━━━ Data records ━━━

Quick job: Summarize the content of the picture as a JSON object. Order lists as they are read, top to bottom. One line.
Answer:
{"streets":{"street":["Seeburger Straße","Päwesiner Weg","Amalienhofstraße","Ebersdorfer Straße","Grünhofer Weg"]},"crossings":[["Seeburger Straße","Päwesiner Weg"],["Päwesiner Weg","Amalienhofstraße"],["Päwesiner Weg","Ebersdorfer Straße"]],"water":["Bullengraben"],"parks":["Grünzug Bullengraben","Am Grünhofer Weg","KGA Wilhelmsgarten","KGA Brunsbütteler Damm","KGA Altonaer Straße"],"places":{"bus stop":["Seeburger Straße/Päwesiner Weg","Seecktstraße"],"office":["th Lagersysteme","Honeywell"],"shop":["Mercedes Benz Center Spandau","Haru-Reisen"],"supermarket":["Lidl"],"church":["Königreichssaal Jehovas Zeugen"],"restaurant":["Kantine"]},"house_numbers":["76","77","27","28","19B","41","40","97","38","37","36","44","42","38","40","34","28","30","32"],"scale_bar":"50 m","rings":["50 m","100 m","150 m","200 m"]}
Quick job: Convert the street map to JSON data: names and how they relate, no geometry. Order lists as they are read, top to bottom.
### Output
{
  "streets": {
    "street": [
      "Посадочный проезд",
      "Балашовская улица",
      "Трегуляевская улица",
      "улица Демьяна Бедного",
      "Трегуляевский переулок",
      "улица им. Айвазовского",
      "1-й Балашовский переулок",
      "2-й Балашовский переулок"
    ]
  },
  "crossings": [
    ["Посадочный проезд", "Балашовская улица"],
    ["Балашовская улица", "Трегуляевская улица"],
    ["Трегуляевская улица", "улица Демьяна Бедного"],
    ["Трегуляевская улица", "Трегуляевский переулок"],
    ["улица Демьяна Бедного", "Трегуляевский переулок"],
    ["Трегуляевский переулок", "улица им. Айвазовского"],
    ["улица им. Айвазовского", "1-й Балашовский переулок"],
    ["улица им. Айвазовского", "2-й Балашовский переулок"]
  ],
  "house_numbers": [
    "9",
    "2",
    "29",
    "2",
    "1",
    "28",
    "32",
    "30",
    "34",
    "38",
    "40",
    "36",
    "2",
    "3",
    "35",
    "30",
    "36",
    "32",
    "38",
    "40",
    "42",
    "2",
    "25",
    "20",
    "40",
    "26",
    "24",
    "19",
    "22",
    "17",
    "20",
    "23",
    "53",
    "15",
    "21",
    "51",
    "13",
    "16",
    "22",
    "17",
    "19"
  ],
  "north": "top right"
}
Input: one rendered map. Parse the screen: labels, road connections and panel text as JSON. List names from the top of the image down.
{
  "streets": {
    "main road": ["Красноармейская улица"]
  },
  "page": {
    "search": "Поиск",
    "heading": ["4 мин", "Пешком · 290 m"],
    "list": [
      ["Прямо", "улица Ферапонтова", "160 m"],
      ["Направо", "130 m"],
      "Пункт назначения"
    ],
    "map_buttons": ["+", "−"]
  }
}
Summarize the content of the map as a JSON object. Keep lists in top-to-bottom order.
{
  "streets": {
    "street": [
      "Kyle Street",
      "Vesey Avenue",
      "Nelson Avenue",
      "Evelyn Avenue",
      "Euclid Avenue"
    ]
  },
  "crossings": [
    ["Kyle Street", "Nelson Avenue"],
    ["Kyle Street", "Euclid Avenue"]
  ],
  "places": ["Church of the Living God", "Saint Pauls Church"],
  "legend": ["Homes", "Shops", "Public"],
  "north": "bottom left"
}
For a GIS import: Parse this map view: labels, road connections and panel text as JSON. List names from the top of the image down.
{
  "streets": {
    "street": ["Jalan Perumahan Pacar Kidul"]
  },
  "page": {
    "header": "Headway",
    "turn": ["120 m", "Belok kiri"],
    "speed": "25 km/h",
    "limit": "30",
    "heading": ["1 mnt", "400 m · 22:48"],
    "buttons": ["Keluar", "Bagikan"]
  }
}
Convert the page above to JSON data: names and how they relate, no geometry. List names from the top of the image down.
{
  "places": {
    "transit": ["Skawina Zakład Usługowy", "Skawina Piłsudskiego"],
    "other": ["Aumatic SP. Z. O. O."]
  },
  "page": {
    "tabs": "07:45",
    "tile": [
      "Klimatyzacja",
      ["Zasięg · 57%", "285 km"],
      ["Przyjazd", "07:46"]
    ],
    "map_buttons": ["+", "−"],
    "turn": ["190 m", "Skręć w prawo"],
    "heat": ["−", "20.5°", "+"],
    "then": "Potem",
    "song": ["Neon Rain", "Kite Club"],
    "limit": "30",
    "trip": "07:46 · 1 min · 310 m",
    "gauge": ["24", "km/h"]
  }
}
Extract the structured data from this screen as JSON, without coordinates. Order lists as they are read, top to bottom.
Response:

━━━

◆ **Problem**
Return each line of the listing that holds the string "read".

◆ **Expected answer**
Quick job: Summarize the content of the picture as a JSON object. Order lists as they are read, top to bottom. One line.
Quick job: Convert the street map to JSON data: names and how they relate, no geometry. Order lists as they are read, top to bottom.
Extract the structured data from this screen as JSON, without coordinates. Order lists as they are read, top to bottom.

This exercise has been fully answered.